What you have to do: For the data below, give the number of lines that include the word "Minified" and nothing else.

Start of Block

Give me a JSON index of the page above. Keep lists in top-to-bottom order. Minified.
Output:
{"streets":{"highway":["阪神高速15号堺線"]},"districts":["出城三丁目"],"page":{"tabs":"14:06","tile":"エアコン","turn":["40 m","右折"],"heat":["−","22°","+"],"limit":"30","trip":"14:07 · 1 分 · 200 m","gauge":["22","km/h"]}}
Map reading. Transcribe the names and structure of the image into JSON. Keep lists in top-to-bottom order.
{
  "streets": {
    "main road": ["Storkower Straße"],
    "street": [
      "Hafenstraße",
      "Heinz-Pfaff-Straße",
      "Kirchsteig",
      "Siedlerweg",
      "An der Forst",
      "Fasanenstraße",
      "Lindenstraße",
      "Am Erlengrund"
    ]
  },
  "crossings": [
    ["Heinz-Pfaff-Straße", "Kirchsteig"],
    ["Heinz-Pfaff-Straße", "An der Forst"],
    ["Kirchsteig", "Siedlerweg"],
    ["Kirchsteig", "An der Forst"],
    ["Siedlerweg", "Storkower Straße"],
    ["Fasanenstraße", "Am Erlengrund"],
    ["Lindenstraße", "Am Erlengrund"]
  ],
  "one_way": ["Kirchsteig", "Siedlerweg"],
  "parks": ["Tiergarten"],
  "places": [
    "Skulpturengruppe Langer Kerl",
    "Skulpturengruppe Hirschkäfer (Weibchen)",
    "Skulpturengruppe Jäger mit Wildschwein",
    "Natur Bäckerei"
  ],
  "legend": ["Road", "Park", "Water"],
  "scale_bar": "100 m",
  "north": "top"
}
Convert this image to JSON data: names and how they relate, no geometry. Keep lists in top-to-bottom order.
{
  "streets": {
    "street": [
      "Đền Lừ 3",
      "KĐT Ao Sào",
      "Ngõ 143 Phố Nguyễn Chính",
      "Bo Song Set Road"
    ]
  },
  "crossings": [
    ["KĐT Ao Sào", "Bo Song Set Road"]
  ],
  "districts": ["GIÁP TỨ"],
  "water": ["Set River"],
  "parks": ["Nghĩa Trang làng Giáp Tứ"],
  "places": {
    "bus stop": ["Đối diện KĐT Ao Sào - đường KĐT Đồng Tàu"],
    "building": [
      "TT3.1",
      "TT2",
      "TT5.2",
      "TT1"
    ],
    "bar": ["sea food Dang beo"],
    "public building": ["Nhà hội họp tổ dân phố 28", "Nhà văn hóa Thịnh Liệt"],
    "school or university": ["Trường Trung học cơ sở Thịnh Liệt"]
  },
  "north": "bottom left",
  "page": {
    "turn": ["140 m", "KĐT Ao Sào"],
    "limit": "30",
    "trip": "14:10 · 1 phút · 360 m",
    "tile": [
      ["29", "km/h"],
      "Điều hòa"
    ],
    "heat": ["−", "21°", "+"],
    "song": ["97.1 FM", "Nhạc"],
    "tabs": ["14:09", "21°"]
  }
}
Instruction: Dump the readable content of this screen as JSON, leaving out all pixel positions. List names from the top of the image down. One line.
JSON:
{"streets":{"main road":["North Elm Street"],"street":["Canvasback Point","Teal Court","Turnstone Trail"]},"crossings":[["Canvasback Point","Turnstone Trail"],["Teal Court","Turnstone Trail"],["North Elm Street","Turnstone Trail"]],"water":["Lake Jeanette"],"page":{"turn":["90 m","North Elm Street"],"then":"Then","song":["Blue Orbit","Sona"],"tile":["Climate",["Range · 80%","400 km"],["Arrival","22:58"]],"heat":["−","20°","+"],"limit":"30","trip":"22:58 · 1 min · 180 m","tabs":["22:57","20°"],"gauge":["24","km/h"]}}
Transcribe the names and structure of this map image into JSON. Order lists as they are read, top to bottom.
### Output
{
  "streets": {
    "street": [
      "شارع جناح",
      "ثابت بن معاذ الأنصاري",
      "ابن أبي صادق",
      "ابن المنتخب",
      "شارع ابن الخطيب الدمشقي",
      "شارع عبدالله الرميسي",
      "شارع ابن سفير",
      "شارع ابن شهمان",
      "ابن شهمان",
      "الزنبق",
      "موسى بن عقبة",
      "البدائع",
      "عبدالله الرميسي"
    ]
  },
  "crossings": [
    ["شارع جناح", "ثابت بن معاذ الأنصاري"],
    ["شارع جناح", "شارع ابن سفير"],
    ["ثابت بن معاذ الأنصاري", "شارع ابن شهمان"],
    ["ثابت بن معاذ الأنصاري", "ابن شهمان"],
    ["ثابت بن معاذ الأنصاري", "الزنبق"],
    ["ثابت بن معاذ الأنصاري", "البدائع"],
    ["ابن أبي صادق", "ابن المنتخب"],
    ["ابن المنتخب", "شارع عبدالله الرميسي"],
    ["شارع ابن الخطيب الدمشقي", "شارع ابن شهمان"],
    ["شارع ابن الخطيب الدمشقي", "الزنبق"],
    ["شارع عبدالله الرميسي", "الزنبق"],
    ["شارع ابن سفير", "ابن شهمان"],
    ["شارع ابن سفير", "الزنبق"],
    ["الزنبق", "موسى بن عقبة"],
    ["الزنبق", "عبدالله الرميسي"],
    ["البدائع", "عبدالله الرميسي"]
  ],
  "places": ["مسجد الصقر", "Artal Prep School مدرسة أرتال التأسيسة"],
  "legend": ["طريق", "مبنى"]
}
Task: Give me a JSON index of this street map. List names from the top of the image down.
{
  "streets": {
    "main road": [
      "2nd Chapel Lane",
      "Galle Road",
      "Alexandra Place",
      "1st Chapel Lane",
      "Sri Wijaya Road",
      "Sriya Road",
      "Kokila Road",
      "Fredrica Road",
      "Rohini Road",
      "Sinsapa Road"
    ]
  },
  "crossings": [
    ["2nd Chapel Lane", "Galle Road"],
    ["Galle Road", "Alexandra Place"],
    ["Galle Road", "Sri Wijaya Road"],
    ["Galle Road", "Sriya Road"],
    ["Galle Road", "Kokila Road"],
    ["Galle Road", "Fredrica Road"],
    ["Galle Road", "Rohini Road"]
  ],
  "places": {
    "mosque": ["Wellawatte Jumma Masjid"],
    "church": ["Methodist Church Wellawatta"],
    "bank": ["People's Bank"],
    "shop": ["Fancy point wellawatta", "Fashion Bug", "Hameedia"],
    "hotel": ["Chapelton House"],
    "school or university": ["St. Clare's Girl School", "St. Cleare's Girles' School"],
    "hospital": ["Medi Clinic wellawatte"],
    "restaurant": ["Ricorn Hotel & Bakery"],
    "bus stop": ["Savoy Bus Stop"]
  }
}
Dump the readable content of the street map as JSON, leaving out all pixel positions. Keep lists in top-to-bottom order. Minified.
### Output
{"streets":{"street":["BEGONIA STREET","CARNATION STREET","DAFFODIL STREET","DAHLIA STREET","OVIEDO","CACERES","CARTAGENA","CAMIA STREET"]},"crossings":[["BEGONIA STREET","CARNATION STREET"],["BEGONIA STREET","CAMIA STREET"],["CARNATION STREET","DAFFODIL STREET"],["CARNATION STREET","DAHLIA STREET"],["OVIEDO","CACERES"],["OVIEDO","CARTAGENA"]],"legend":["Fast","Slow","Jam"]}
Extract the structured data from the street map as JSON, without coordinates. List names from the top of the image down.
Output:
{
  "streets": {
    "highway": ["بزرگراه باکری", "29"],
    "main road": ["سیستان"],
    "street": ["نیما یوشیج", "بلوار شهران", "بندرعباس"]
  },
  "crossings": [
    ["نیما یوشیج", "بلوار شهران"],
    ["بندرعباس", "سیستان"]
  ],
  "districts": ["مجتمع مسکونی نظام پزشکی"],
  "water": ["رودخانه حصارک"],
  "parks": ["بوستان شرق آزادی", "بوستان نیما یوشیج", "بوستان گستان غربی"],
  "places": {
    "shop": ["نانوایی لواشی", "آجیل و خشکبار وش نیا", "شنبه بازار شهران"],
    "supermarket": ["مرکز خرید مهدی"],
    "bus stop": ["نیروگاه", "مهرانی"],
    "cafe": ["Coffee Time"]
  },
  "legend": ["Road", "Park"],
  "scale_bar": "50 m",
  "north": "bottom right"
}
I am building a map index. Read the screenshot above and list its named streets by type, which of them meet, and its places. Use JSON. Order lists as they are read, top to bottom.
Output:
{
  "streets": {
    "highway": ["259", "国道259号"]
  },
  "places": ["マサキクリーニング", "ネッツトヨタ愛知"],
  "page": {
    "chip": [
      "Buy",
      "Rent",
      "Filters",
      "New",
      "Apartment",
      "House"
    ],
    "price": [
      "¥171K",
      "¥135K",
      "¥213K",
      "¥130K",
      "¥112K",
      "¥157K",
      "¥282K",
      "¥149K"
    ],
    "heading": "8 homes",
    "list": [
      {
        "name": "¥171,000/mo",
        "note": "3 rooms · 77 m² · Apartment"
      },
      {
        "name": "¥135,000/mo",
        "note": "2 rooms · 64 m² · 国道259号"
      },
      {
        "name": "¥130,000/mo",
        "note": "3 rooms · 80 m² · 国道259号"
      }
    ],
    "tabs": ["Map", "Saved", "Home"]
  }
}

End of Block

Exercise output: 2